Technology

Laser Light Adds New Details to Fundus Imaging

Once you experience a laser image, you won’t want to go back to white light photography. The SPECTRALIS HRA is a confocal scanning laser ophthalmoscope, enabling a new dimension to angiography and fundus imaging. Laser light enables precision and details not seen in flash photography devices.

Confocal Imaging Blocks the Haze

Confocal imaging is the process of shining light on an object, then capturing reflected light by passing the light through a pinhole. The pinhole blocks light not coming from the plane or layer of interest and blocks scattered light which can “fog” the image. The result is focused, high resolution images without glare. Confocal imaging helps SPECTRALIS create pristine images with all of its fundus imaging modes (infrared, autofluorescence, ICGA, FA and red-free).

Infrared Imaging Penetrates Poor Media

One of the great advantages of using infrared light is its ability to penetrate cataracts and poor media. Traditional fundus cameras use a bright flash of white light to capture images which create a cloudy or foggy image in the presence of cataracts or vitreal opacitities. In addition, since the photographer has a difficult time to see the retina clearly, often the images are out of focus. Infrared light can help overcome these difficulties by imaging through the opacity.

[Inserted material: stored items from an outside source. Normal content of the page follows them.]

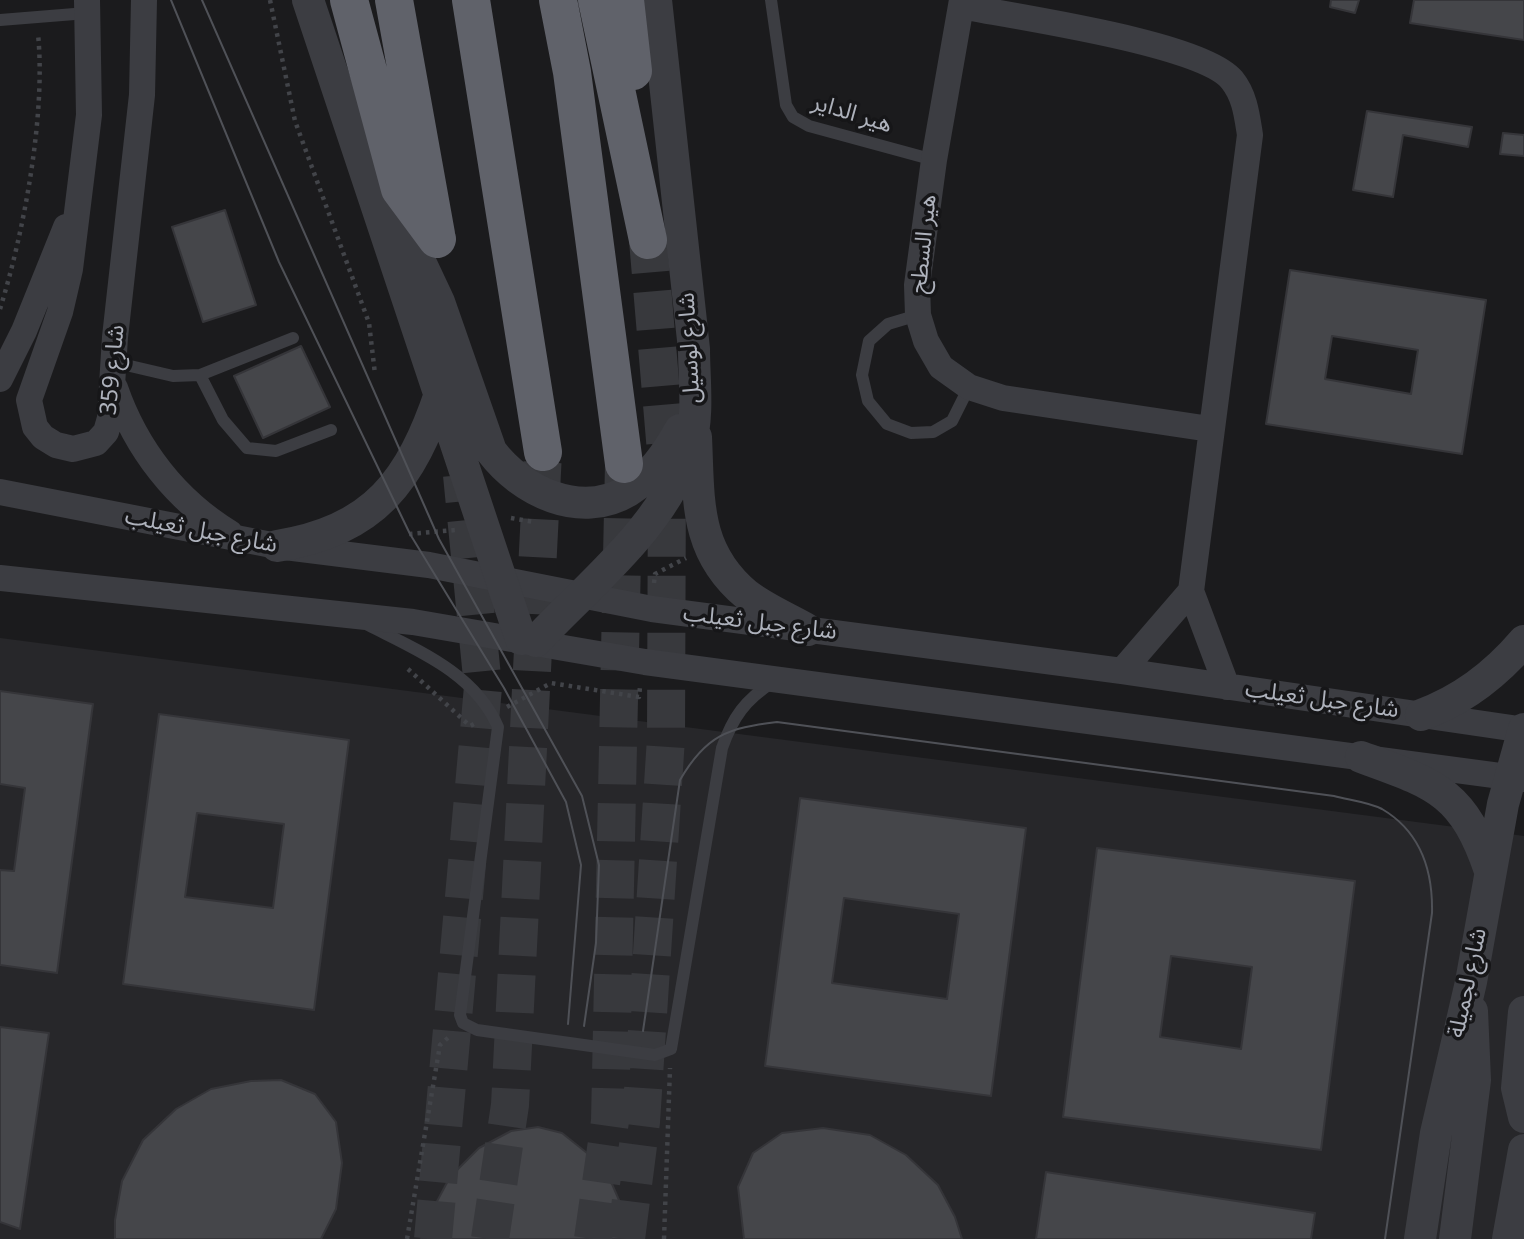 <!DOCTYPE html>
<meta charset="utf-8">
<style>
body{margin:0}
canvas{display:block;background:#1b1b1d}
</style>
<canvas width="1524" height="1239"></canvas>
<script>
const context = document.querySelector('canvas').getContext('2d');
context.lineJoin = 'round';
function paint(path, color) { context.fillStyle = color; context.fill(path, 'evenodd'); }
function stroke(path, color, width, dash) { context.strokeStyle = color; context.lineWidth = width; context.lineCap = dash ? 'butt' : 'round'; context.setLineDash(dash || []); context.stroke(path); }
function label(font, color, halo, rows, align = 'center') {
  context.font = font + ' "Noto Sans","Noto Sans Arabic",sans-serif'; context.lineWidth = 7; context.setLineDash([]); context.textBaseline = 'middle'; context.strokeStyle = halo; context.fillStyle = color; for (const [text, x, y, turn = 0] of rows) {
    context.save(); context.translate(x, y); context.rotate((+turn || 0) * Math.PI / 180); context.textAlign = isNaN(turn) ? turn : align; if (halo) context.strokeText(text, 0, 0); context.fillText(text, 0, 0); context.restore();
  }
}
const built = new Path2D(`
 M 0,638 L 1524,836 L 1524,1239 L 0,1239 Z`);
const building = new Path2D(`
 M 1331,0 L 1359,0 L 1355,13 L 1330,7 Z
 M 1414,0 L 1524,0 L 1524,40 L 1410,23 Z
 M 1367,111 L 1472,127 L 1468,147 L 1403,135 L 1393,197 L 1353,190 Z
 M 1503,133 L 1524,135 L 1524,156 L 1500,154 Z
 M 225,210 L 256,305 L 203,322 L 172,227 Z
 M 1290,270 L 1486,300 L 1462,454 L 1266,424 ZM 1332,336 L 1418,350 L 1411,394 L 1325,379 Z
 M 301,346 L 330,407 L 263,438 L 234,376 Z
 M 0,691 L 93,704 L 57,973 L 0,965 L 0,870 L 14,871 L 25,788 L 0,784 Z
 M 159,714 L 349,740 L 314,1010 L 123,984 ZM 197,813 L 284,824 L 273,908 L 185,897 Z
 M 800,798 L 1026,828 L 991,1096 L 765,1066 ZM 844,898 L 959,914 L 947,999 L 832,983 Z
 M 1097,848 L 1355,881 L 1321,1150 L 1063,1117 ZM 1171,956 L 1252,967 L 1241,1049 L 1160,1037 Z
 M 0,1027 L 49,1033 L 20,1229 L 0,1222 Z
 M 281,1080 L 315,1094 L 336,1122 L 342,1163 L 336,1209 L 321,1239 L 115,1239 L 115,1220 L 122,1181 L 143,1140 L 176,1109 L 211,1089 L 251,1081 Z
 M 538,1127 L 562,1133 L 587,1153 L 612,1184 L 629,1223 L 632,1239 L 421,1239 L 427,1220 L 450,1177 L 479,1148 L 511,1131 Z
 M 823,1128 L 870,1135 L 906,1155 L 938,1185 L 955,1217 L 962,1239 L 744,1239 L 738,1187 L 753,1153 L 782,1133 Z
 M 1046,1172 L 1315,1213 L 1311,1239 L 1036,1239 Z`);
const trunkTunnel = new Path2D(`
 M 433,1239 L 483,687 L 462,475
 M 490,1239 L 510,1105 L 543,452
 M 593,1239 L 610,1121 L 624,464
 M 626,1239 L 641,1122 L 666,738 L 667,463 L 648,240`);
const path = new Path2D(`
 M 270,0 L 295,121 L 369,323 L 375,374
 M 0,309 C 24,232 46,114 38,34
 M 511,518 L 534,522
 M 409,534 L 456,530
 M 654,583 L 655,574 L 686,558
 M 408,669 L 470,726 L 474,724
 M 507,707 L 551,683 L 639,697 L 640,687
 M 407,1239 L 440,1045 L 450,1036
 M 664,1239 L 670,1068`);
const service = new Path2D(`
 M 771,0 L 786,105 L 793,117 L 809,126 L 934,160
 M 0,20 L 87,13
 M 918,315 L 888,324 L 869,341 L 862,375 L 868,401 L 887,424 L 911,433 L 933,432 L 952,421 L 969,387
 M 113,362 L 173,376 L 200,375 L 293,338
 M 200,375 L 223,420 L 247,448 L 276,451 L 331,430
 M 368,625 C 417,650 475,673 498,727 L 460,1015 L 463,1023 L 477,1030 L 655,1055 L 671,1049 L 722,748 C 733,717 745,700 773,682`);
const minor = new Path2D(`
 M 87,0 L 89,115 L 70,269 L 60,312 L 29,400 L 35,427 L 43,437 L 56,445 L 73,449 L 96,443 L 106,432 L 110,418 L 115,337 L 142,95 L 144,0
 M 962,0 L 934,160 L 917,285 L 918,315 L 926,341 L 941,367 L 969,387 L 1003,398 L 1210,429
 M 961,6 C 1015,17 1202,43 1232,80 C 1245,96 1247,116 1250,135 L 1191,591 L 1227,687
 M 0,379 L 24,331 L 66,227
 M 115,388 C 136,449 176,500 230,533
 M 0,492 L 277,546 L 429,565 L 652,609 L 1122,671 L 1524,730
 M 0,578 L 413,622 L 645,662 L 1524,779
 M 1122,671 L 1191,591`);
const tertiary = new Path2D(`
 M 308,0 L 521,639
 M 400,219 L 439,302 L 491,451 C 521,491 580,520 628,491 C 652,476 667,453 680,430
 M 696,437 C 699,500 694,551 747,595 C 765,609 789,619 808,630
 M 277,546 C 375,531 411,480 441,391
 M 536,641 C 591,582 666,525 690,445 C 699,416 694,379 694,349 L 656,0
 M 1421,715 C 1463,700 1495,675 1524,641
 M 1361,757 C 1435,784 1463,791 1490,871
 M 1524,1012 L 1517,1088 L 1524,1117
 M 1420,1239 L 1436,1133 L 1471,982 L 1503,804 L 1524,729
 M 1455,1239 L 1475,1080 L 1472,1011
 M 1508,1239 L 1524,1150`);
const trunk = new Path2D(`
 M 349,0 L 400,189 L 437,239
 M 394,0 L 436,234
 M 471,0 L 543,452
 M 558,0 L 572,72 L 624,464
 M 597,0 L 648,240
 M 625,0 L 633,71`);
const tram = new Path2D(`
 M 171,0 L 279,262 L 410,534 L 504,688 L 566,802 L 581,865 L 568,1024
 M 202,0 L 439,539 L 582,796 L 599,865 L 596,943 L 584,1026
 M 643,1031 L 680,780 C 706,735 728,728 777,722 L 1334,796 C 1349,800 1369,802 1382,809 C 1421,832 1433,870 1432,913 L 1385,1239`);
const streetNames = [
 ["هير الداير",852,114,17],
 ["هير السطح",924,244,-84],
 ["شارع لوسيل",690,348,-93],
 ["شارع 359",113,370,-85],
 ["شارع جبل ثعيلب",201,531,11],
 ["شارع جبل ثعيلب",760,623,7],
 ["شارع جبل ثعيلب",1322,700,8],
 ["شارع لجميلة",1468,983,-78]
];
paint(built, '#27272a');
paint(building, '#45464a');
stroke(building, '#353539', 2);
stroke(trunkTunnel, '#38393d', 38, [38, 19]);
stroke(path, '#424449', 4.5, [3.5, 5]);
stroke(service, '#3c3d42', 12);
stroke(minor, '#3c3d42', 26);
stroke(tertiary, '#3c3d42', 32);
stroke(trunk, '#60626a', 38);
stroke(tram, '#4f5157', 2);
label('23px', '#aeb2bc', '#161618', streetNames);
</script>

Laser imaging can also be used more easily on non-mydriatic or difficult to dilate patients. This can be especially helpful for obtaining a fluorescein angiogram under difficult conditions.

Fundus Imaging with a Laser vs. White Light Photography

Utilizing specific wavelengths of light enables the Spectralis to maximize the image signal and pick up greater areas of detail than can be accomplished with flash photography. For each application: fluorescein angiography, ICG angiography, autofluorescence, red-free, and infrared imaging the optimal wavelength is used.

For example, to generate high quality, detailed fluorescein images, the system uses the 488nm wavelength to excite the dye. This excitation wavelength generates the optimal emission from the dye which is then easier to detect and record. The other advantage of using a laser is that the image can be continuously recorded, minimizing the chance of the photographer missing the initial uptake phase and providing the clinician with a dynamic view of the bloodflow. The patient is more comfortable because there is no constant bright flash photography, increasing patient cooperation on follow-up examination.

The same principles hold true for autofluorescence images. By selecting the wavelength causing the highest emission of light from RPE lipofuscin, high quality, detailed images can be obtained. Traditional fundus cameras use white light flash photography and then apply filters to try and narrow down to the correct wavelength.

Dual-Beam Imaging Enables Real-Time, Simultaneous Imaging

Laser technology also enables the SPECTRALIS HRA to capture two images at the same time by using two lasers simultaneous. This allows exact registration of the images and knowing that effects in one imaging mode correlate exactly with effects in a second imaging mode. For example, a patient may receive both fluorescein and ICG dye and have the choroidal circulation recorded at the same time as the retinal circulation. This may help the clinician identify where leakage is occurring.